• Work order
From the data below, repeat exactly the lines from the line with "inset:0; background:#c4c4c4; transform-origin:0" to the line with "translate:-50% -50%; white-space:nowrap;", both included.

• Records
---*---
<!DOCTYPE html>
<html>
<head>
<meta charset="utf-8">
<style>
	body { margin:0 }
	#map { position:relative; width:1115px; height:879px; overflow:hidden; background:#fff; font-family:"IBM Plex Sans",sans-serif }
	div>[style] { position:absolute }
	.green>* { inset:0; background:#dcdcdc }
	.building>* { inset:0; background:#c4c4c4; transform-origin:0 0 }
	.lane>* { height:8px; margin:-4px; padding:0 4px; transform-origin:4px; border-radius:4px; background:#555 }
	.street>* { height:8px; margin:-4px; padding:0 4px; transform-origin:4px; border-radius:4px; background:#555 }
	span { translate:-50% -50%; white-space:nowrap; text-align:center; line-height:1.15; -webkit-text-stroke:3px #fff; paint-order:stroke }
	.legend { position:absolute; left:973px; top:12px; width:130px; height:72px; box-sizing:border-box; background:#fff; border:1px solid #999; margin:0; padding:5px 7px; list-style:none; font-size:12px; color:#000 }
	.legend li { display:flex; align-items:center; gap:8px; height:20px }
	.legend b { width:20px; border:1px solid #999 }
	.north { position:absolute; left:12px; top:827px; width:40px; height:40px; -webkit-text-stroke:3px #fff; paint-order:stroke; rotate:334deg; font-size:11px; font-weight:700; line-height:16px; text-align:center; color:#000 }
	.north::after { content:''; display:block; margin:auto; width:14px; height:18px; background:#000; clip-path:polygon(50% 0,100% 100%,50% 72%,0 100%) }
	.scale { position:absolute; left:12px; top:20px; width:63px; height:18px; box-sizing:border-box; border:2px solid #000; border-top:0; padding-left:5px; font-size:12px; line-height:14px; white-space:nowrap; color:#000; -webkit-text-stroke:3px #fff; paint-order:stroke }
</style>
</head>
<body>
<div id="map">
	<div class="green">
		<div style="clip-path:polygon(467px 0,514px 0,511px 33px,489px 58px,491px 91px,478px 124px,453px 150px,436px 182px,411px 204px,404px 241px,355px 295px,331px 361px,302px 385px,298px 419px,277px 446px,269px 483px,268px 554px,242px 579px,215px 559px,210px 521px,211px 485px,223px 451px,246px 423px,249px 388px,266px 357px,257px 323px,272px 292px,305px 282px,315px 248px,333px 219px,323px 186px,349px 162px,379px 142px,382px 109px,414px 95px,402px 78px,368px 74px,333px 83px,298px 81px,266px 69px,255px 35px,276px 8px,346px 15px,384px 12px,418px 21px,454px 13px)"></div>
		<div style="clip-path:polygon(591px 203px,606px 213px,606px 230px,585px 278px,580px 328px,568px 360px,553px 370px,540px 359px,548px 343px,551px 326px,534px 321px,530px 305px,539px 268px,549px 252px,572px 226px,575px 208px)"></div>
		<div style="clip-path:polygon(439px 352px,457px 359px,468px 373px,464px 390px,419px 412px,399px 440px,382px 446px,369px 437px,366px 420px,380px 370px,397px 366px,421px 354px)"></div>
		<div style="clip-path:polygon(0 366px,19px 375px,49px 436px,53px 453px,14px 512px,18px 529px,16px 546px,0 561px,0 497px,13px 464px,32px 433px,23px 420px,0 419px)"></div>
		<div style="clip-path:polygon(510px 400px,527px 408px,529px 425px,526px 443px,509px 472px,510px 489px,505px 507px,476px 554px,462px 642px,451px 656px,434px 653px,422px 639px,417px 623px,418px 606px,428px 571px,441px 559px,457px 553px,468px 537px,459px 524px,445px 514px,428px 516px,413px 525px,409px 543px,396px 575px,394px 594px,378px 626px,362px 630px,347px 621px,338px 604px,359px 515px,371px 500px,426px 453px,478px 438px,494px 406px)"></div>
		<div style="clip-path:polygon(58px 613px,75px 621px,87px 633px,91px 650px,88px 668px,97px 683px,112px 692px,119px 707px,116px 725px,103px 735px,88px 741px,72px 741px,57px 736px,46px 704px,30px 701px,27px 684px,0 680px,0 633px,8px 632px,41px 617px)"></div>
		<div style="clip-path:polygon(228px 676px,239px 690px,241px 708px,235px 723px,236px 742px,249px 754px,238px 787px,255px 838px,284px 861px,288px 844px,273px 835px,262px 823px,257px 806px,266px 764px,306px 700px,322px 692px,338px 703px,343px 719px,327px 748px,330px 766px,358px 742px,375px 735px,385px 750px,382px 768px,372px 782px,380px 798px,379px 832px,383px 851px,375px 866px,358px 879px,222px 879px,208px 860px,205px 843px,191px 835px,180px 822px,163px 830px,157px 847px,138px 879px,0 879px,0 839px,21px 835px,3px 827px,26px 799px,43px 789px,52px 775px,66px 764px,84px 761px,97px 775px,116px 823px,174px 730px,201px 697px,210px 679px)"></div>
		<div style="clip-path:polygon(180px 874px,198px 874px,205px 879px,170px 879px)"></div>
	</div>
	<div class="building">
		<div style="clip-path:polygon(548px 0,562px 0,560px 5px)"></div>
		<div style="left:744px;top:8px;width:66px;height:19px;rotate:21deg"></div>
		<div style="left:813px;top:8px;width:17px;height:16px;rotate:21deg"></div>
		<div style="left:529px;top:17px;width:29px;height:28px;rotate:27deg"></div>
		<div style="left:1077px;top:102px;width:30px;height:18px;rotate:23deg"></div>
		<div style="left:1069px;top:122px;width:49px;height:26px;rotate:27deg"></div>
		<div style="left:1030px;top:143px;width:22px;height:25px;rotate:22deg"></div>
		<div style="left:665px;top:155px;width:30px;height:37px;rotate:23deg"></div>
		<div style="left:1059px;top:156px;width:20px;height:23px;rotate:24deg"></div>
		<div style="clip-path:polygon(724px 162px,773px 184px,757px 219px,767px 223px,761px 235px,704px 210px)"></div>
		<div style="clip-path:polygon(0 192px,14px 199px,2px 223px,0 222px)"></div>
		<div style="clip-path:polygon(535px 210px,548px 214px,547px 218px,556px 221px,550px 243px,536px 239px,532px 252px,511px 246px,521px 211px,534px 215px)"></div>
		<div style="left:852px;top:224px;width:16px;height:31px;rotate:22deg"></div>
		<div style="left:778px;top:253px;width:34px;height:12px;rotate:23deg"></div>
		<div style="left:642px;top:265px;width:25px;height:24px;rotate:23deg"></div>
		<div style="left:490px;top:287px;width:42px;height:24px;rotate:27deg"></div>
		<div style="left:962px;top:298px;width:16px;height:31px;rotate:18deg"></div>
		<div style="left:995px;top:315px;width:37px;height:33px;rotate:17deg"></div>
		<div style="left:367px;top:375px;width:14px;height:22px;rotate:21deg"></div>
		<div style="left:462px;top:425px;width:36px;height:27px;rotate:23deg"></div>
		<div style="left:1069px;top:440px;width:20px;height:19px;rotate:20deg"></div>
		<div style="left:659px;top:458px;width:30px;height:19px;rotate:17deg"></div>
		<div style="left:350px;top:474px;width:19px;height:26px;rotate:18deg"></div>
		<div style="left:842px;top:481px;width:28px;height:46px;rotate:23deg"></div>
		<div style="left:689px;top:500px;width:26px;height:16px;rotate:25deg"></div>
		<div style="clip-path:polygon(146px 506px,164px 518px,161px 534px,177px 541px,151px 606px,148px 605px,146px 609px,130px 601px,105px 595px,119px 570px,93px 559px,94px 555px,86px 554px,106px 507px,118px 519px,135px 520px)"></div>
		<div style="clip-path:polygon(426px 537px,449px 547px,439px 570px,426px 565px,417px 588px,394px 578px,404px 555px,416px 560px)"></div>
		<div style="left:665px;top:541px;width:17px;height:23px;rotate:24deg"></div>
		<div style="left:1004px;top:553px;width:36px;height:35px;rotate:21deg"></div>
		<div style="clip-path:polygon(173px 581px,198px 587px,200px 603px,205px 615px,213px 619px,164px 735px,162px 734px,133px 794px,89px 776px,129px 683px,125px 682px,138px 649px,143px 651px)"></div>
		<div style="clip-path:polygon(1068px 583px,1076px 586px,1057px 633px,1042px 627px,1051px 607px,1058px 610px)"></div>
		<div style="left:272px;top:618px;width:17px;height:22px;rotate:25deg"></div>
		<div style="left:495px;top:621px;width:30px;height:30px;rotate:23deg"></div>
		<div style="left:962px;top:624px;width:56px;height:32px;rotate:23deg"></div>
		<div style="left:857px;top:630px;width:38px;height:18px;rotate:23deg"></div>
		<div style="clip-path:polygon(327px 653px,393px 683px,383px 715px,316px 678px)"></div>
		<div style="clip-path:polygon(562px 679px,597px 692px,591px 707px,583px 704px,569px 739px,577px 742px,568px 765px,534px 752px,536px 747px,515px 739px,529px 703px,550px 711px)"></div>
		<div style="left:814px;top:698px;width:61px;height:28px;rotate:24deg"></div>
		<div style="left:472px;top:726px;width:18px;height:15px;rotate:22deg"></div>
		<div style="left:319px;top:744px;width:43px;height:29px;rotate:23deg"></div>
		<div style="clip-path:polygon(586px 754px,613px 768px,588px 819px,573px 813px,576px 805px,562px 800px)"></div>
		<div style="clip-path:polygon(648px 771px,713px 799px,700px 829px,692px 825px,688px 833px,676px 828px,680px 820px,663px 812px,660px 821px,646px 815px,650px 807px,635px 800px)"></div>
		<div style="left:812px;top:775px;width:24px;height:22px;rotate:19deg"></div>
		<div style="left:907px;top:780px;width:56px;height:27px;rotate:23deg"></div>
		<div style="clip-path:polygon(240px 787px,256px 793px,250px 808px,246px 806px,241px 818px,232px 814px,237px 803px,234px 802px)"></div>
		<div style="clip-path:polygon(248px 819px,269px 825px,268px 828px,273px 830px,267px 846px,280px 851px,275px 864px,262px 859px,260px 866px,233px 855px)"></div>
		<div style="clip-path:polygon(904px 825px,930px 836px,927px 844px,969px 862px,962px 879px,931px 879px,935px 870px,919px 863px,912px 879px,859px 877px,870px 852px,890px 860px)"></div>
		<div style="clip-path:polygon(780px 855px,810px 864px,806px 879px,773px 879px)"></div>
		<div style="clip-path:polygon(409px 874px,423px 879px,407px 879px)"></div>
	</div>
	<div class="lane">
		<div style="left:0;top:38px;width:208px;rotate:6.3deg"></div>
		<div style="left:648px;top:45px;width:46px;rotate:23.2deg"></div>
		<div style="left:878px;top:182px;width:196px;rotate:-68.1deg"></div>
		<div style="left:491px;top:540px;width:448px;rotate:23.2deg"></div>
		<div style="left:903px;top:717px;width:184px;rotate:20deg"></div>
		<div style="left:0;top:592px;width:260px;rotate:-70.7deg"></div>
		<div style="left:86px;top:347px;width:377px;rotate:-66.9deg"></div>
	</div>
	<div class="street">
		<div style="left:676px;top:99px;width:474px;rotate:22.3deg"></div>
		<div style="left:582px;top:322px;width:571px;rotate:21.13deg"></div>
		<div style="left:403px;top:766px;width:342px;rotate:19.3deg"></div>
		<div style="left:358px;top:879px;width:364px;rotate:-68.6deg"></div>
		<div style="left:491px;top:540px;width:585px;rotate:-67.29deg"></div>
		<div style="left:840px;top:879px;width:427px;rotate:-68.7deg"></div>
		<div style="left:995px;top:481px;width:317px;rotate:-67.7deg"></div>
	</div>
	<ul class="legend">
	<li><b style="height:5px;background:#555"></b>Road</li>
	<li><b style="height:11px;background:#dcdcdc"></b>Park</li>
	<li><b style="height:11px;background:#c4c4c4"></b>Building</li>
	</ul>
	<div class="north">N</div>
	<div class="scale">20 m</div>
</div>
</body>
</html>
---*---
• Response to the exercise
	.building>* { inset:0; background:#c4c4c4; transform-origin:0 0 }
	.lane>* { height:8px; margin:-4px; padding:0 4px; transform-origin:4px; border-radius:4px; background:#555 }
	.street>* { height:8px; margin:-4px; padding:0 4px; transform-origin:4px; border-radius:4px; background:#555 }
	span { translate:-50% -50%; white-space:nowrap; text-align:center; line-height:1.15; -webkit-text-stroke:3px #fff; paint-order:stroke }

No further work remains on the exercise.